Entries taken from a collection:

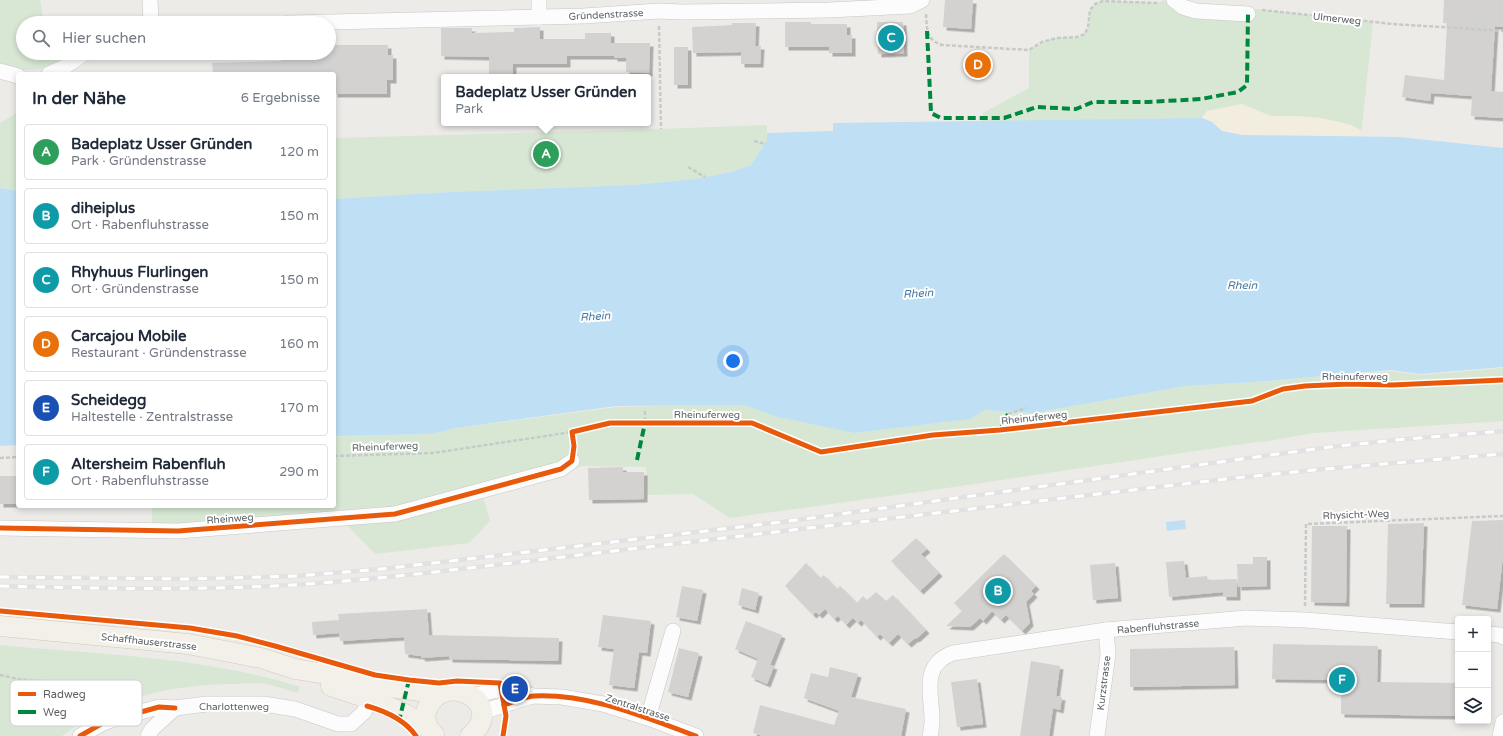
<!DOCTYPE html>
<html lang="de">
<head>
<meta charset="utf-8">
<style>
	:root { --surface:#fff; --page:#f6f6f7; --text:#1f2937; --muted:#747a83; --line:#e0e1e3; --accent:#8f9193 }
	body { margin:0; font-family:"Varela Round",sans-serif; background:var(--page); color:var(--text) }
	.controls { position:absolute; right:12px; bottom:12px; display:grid; overflow:hidden; border-radius:4px; box-shadow:0 2px 6px #0003 }
	.controls button { width:36px; height:36px; display:grid; place-items:center; padding:0; border:0; border-bottom:1px solid var(--line); background:var(--surface); color:var(--text); font:20px sans-serif }
	.you { position:absolute; left:733px; top:361px; width:14px; height:14px; margin:-10px; border:3px solid #fff; border-radius:50%; background:#1a73e8; box-shadow:0 0 0 6px #1a73e833 }
	.badge { display:grid; place-items:center; width:26px; height:26px; border-radius:50%; background:var(--accent); color:#fff; font-size:13px; font-weight:700 }
	.pin { position:absolute; translate:-50% -50%; border:2px solid #fff; box-shadow:0 1px 4px #0006 }
	.popup { position:absolute; left:441px; top:74px; width:210px; height:52px; box-sizing:border-box; display:grid; place-content:center; border-radius:4px; background:var(--surface); filter:drop-shadow(0 1px 3px #0005); font-size:13px; white-space:nowrap; color:var(--muted) }
	.popup b { font-size:15px; color:var(--text) }
	.popup::after { content:''; position:absolute; left:50%; top:100%; margin-left:-8px; border:8px solid transparent; border-top-color:var(--surface) }
	.list { margin:0; padding:0; list-style:none }
	h2 { display:flex; justify-content:space-between; align-items:center; height:52px; margin:0; padding:0 16px; font-size:17px }
	h2 small { font-size:13px; font-weight:400; color:var(--muted) }
	.list li { display:grid; grid-template-columns:26px 1fr auto; gap:12px; align-items:center; box-sizing:border-box; height:56px; margin:0 8px 8px; padding:0 8px; border:1px solid var(--line); border-radius:4px }
	.list b { display:block; font-size:15px; white-space:nowrap }
	.list p { margin:0; font-size:13px; white-space:nowrap; color:var(--muted) }
	.list em { font-size:13px; font-style:normal; color:var(--muted) }
	.icon { flex:none; width:22px; height:22px; fill:none; stroke:currentColor; stroke-width:2; stroke-linecap:round; stroke-linejoin:round }
	.map { position:relative; flex:none; width:1503px; height:736px; overflow:hidden }
	.search { position:absolute; background:var(--surface); box-shadow:0 2px 6px #0003; left:16px; top:16px; width:320px; height:44px; display:flex; align-items:center; gap:10px; box-sizing:border-box; padding:0 14px; border-radius:22px; color:var(--muted); font-size:15px }
	.panel { position:absolute; background:var(--surface); box-shadow:0 2px 6px #0003; left:16px; top:72px; width:320px; height:436px; border-radius:4px }
	.map>svg:first-child { display:block }
</style>
</head>
<body>
<div class="map">
<svg width="1503" height="736" viewBox="0 0 1503 736">
	<defs>
		<filter id="shadow"><feDropShadow dx="3.5" dy="3.5" stdDeviation="0" flood-color="#0004"/></filter>
	</defs>
	<rect width="100%" height="100%" fill="#ecebe8"/>
	<g fill="#d7e7d4">
		<path d="M0,0H40L44,23H23V53H72C44,72 33,73 0,65Z"/>
		<path d="M1165,0H1174L1248,14L1255,9L1373,22L1361,136L1310,137L1242,104L1207,111L1202,118L982,122L983,113L1029,88V50C1038,46 1048,39 1058,38C1066,36 1078,40 1085,34C1096,23 1080,10 1103,1L1156,3Z"/>
		<polygon points="18,112 18,191 0,188 0,123"/>
		<polygon points="767,125 767,140 751,165 735,171 696,179 633,185 451,192 334,199 334,138 661,129"/>
		<polygon points="1503,368 1503,421 1314,433 1263,442 1263,441 947,488 730,518 693,494 647,495 646,467 583,466 396,518 152,533 152,506 334,506 334,437 342,436 431,434 456,428 616,407 745,404 778,416 855,433 969,419 986,410 1033,413 1186,386 1255,382 1390,371 1420,375"/>
		<polygon points="483,497 490,521 469,543 375,554 347,525 397,520"/>
		<path d="M0,645C100,655 203,656 300,687L298,693C285,690 272,684 259,683C250,683 241,684 231,684C172,685 109,698 62,736H0Z"/>
	</g>
	<polygon fill="#f3eddf" points="1242,104 1271,116 1297,116 1322,118 1351,125 1361,130 1361,136 1310,137 1242,135 1222,131 1212,122 1202,118 1207,111"/>
	<g fill="#bedff4">
		<polygon points="1202,118 1212,122 1222,131 1242,135 1399,137 1503,148 1503,367 1420,374 1391,370 1255,382 1186,386 1033,413 985,410 970,419 855,433 778,417 745,405 616,406 456,428 431,434 334,436 334,199 451,192 633,185 696,179 735,171 751,165 767,140 767,133 833,131 833,123"/>
		<polygon points="0,188 18,191 18,445 0,446"/>
		<polygon points="1185,520 1186,529 1167,531 1166,522"/>
	</g>
	<g fill="#d3d2d1" filter="url(#shadow)">
		<polygon points="945,0 973,0 971,29 943,27"/>
		<polygon points="1444,0 1503,0 1503,27 1495,26 1491,91 1503,92 1503,118 1471,116 1472,96 1431,93 1430,101 1402,97 1405,75 1444,80 1447,23 1443,23"/>
		<polygon points="785,22 811,22 811,24 847,24 847,35 852,35 852,53 829,53 829,47 785,47"/>
		<polygon points="877,22 903,22 904,53 878,54"/>
		<polygon points="732,23 756,23 755,46 761,46 760,64 741,64 741,52 693,53 692,27 732,25"/>
		<polygon points="540,27 540,39 585,39 585,33 611,33 611,43 650,43 649,73 626,72 626,58 614,58 614,56 567,56 567,64 513,64 513,75 489,74 489,57 441,56 441,28 472,28 472,33 514,32 514,28"/>
		<polygon points="329,45 388,45 388,55 393,55 393,80 387,80 387,94 334,94 334,74 213,74 212,63 281,61 281,60 287,60 287,53 329,53"/>
		<rect x="674" y="47" width="14" height="38"/>
		<polygon points="623,467 623,472 644,472 644,499 589,500 588,468"/>
		<rect x="0" y="476" width="18" height="28"/>
		<polygon points="1503,520 1503,556 1497,609 1462,605 1472,521"/>
		<polygon points="1424,523 1421,604 1386,604 1388,524"/>
		<polygon points="1312,526 1347,526 1346,603 1311,602"/>
		<polygon points="916,538 927,549 921,554 939,573 920,591 891,561"/>
		<polygon points="1004,554 1036,586 1031,591 1034,594 1026,602 1030,623 1022,631 1006,615 1001,620 992,611 983,621 980,618 970,627 946,626 962,611 954,603"/>
		<polygon points="1253,557 1267,557 1267,586 1238,587 1237,564 1253,564"/>
		<polygon points="1184,561 1186,578 1207,576 1208,580 1237,579 1237,597 1223,597 1223,592 1169,597 1166,562"/>
		<polygon points="806,563 820,578 824,575 837,589 840,586 857,603 863,596 867,600 876,592 886,601 893,595 926,630 916,639 915,638 908,644 898,634 889,643 880,634 877,637 861,620 858,623 853,618 846,625 838,616 834,619 825,609 819,615 816,612 813,615 785,586"/>
		<polygon points="1115,563 1118,598 1093,600 1090,565"/>
		<polygon points="682,586 703,590 697,621 676,617"/>
		<polygon points="742,588 759,593 755,610 738,605"/>
		<polygon points="427,609 429,635 559,638 558,661 449,659 449,656 422,658 421,656 405,654 404,637 340,641 339,633 313,635 312,622 339,620 338,614"/>
		<polygon points="603,615 651,621 647,653 639,652 634,688 609,685 614,649 598,647"/>
		<polygon points="746,621 782,635 770,665 774,666 767,684 751,677 758,659 735,649"/>
		<polygon points="1273,644 1378,646 1377,682 1458,683 1458,716 1341,714 1341,680 1272,679"/>
		<polygon points="1234,647 1235,685 1130,687 1130,649"/>
		<polygon points="679,648 699,653 688,697 668,692"/>
		<polygon points="1031,661 1060,666 1056,696 1062,697 1060,710 1053,708 1049,736 1020,736"/>
		<polygon points="830,667 858,674 851,697 906,709 901,736 763,736 753,733 760,705 834,725 839,711 804,698 811,673 828,677"/>
		<polygon points="977,679 983,724 957,727 951,682"/>
	</g>
	<g fill="none" stroke-linecap="round" stroke-linejoin="round">
		<g stroke="#c7c7c7" stroke-width="16">
			<g id="minor">
				<polyline points="150,0 151,23"/>
				<polyline points="1174,0 1183,7 1196,11 1248,14"/>
				<polyline points="539,17 539,0"/>
				<polyline points="288,23 584,16 659,11 682,12 829,10 910,6 922,0"/>
				<polyline points="0,71 18,76"/>
				<polyline points="49,74 63,68 85,53"/>
				<polyline points="0,528 178,531 395,514 561,469 572,461"/>
				<polyline points="1488,634 1500,635 1503,637"/>
				<path d="M472,696C496,690 509,685 532,696"/>
				<polyline points="482,712 532,696 562,697 603,704 648,718 696,736"/>
				<polyline points="648,718 673,631"/>
				<polyline points="80,736 103,723 112,720 159,707 175,708"/>
				<polyline points="148,736 152,729 175,708 207,704 263,704 295,709 338,724 351,724 364,712 370,699 376,692"/>
				<path d="M930,736C931,731 932,726 932,720C932,694 920,665 953,653L1106,630L1246,618L1305,620L1458,632"/>
				<polyline points="1097,736 1108,654 1106,630"/>
				<polyline points="1500,736 1503,722"/>
			</g>
		</g>
		<g stroke="#d2cab8" stroke-width="21">
			<g id="major">
				<polyline points="0,626 188,644 261,658 295,669 338,676 383,686 427,692 444,692"/>
				<polyline points="331,686 370,699 401,712 427,727"/>
				<path d="M434,734C427,728 424,721 426,712C440,667 510,702 470,736"/>
			</g>
		</g>
		<g stroke="#c6cbc9" stroke-width="2.5" stroke-dasharray="4 2" stroke-linecap="butt">
			<polyline points="1262,10 1393,24 1503,31"/>
			<path d="M926,14C927,29 926,40 942,45L1029,50L1042,42L1057,38L1077,37L1085,34L1088,27L1090,10L1095,4L1103,1L1156,3L1159,2"/>
			<polyline points="659,26 661,129"/>
			<polyline points="754,141 765,144"/>
			<polyline points="688,167 705,177"/>
			<polyline points="645,411 645,423"/>
			<polyline points="1008,414 1026,408"/>
			<polyline points="334,456 433,453 572,432"/>
			<polyline points="0,458 18,457"/>
			<polyline points="1305,606 1306,524 1503,516"/>
			<polyline points="0,675 18,679 53,682 93,691 135,697"/>
		</g>
		<use href="#minor" stroke="#fcfcfc" stroke-width="15"/>
		<use href="#major" stroke="#f2f0e9" stroke-width="20"/>
		<g stroke="#e3e2e2" stroke-width="4.5">
			<g id="rail">
				<polyline points="0,577 191,579 297,576 391,568 782,522 1322,448 1395,440 1503,431"/>
				<path d="M0,586C83,588 165,590 248,587C310,585 373,579 435,572L1226,479L1324,469L1503,454"/>
			</g>
		</g>
		<use href="#rail" stroke="#fff" stroke-width="3" stroke-dasharray="9" stroke-linecap="butt"/>
		<g stroke="#00873e" stroke-width="4" stroke-dasharray="8 4" stroke-linecap="butt">
			<polyline points="927,31 931,113 941,118 1004,118 1037,107 1076,109 1093,102 1148,102 1201,99 1238,92 1247,85 1248,14"/>
			<polyline points="1000,430 1008,414"/>
			<polyline points="637,460 645,423"/>
			<polyline points="81,695 90,686"/>
			<polyline points="400,722 399,721 409,680"/>
		</g>
		<g stroke="#fff" stroke-width="8">
			<g id="cycleway">
				<polyline points="0,528 178,531 395,514 561,469 572,461 574,446 572,432 610,423 752,423 821,452 933,435 1000,430 1252,401 1283,389 1305,386 1348,384 1392,385 1503,380"/>
				<polyline points="0,611 190,628 237,636 275,646 375,675 409,680 439,683 457,681 500,683 506,716 503,736"/>
				<path d="M504,705C513,702 524,697 533,696C589,693 644,717 696,736"/>
				<path d="M367,706C385,711 405,720 416,736"/>
				<polyline points="80,736 103,723 112,720 159,707 175,708"/>
			</g>
		</g>
		<use href="#cycleway" stroke="#e8590c" stroke-width="5"/>
	</g>
	<g text-anchor="middle" stroke-width="4" stroke-linejoin="round" paint-order="stroke">
		<g font-size="10" fill="#5d6165" stroke="#fff">
			<text transform="translate(606 14) rotate(-3)" y="4">Gründenstrasse</text>
			<text transform="translate(1337 18) rotate(6)" y="4">Ulmerweg</text>
			<text x="1355" y="380">Rheinuferweg</text>
			<text x="707" y="418">Rheinuferweg</text>
			<text transform="translate(1034 417) rotate(-6)" y="4">Rheinuferweg</text>
			<text transform="translate(385 446) rotate(-2)" y="4">Rheinuferweg</text>
			<text transform="translate(1356 514) rotate(-2)" y="4">Rhysicht-Weg</text>
			<text transform="translate(230 518) rotate(-4)" y="4">Rheinweg</text>
			<text transform="translate(1158 626) rotate(-5)" y="4">Rabenfluhstrasse</text>
			<text transform="translate(149 641) rotate(6)" y="4">Schaffhauserstrasse</text>
			<text transform="translate(1103 683) rotate(-83)" y="4">Kurzstrasse</text>
			<text x="234" y="710">Charlottenweg</text>
			<text transform="translate(638 707) rotate(18)" y="4">Zentralstrasse</text>
		</g>
		<g font-size="11" font-style="italic" fill="#4576a2" stroke="#fff">
			<text x="1242" y="289">Rhein</text>
			<text transform="translate(918 293) rotate(-4)" y="4">Rhein</text>
			<text transform="translate(595 316) rotate(-4)" y="4">Rhein</text>
		</g>
	</g>
	<rect x="10" y="680" width="132" height="46" rx="6" fill="#fff" stroke="#ced0d1" stroke-width="1"/>
	<rect x="18" y="692" width="18" height="4" fill="#e8590c"/>
	<rect x="18" y="710" width="18" height="4" fill="#00873e"/>
	<g font-size="11" fill="#5d6165">
		<text x="43" y="698">Radweg</text>
		<text x="43" y="716">Weg</text>
	</g>
</svg>
<div class="controls">
<button>+</button>
<button>−</button>
<button><svg class="icon" aria-label="layers" viewBox="0 0 24 24"><path d="M12 4l9 5-9 5-9-5zM3 14l9 5 9-5"/></svg></button>
</div>
<div class="you"></div>
<div class="pin badge" style="left:546px;top:154px;background:#2e9e5b">A</div>
<div class="popup"><b>Badeplatz Usser Gründen</b>Park</div>
<div class="pin badge" style="left:998px;top:591px;background:#0f9aa8">B</div>
<div class="pin badge" style="left:891px;top:38px;background:#0f9aa8">C</div>
<div class="pin badge" style="left:978px;top:65px;background:#e8710a">D</div>
<div class="pin badge" style="left:515px;top:689px;background:#1a4fb4">E</div>
<div class="pin badge" style="left:1342px;top:680px;background:#0f9aa8">F</div>
<div class="search"><svg class="icon" aria-label="search" viewBox="0 0 24 24"><circle cx="10" cy="10" r="6"/><path d="M15 15l6 6"/></svg>Hier suchen</div>
<section class="panel">
<h2>In der Nähe<small>6 Ergebnisse</small></h2>
<ul class="list">
<li><span class="badge" style="background:#2e9e5b">A</span><div><b>Badeplatz Usser Gründen</b><p>Park · Gründenstrasse</p></div><em>120 m</em></li>
<li><span class="badge" style="background:#0f9aa8">B</span><div><b>diheiplus</b><p>Ort · Rabenfluhstrasse</p></div><em>150 m</em></li>
<li><span class="badge" style="background:#0f9aa8">C</span><div><b>Rhyhuus Flurlingen</b><p>Ort · Gründenstrasse</p></div><em>150 m</em></li>
<li><span class="badge" style="background:#e8710a">D</span><div><b>Carcajou Mobile</b><p>Restaurant · Gründenstrasse</p></div><em>160 m</em></li>
<li><span class="badge" style="background:#1a4fb4">E</span><div><b>Scheidegg</b><p>Haltestelle · Zentralstrasse</p></div><em>170 m</em></li>
<li><span class="badge" style="background:#0f9aa8">F</span><div><b>Altersheim Rabenfluh</b><p>Ort · Rabenfluhstrasse</p></div><em>290 m</em></li>
</ul>
</section>
</div>
</body>
</html>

→ **Instructions for the task**: Report every line in the data that holds "accent", copying each one.

→ **Result for this task**:
	:root { --surface:#fff; --page:#f6f6f7; --text:#1f2937; --muted:#747a83; --line:#e0e1e3; --accent:#8f9193 }
	.badge { display:grid; place-items:center; width:26px; height:26px; border-radius:50%; background:var(--accent); color:#fff; font-size:13px; font-weight:700 }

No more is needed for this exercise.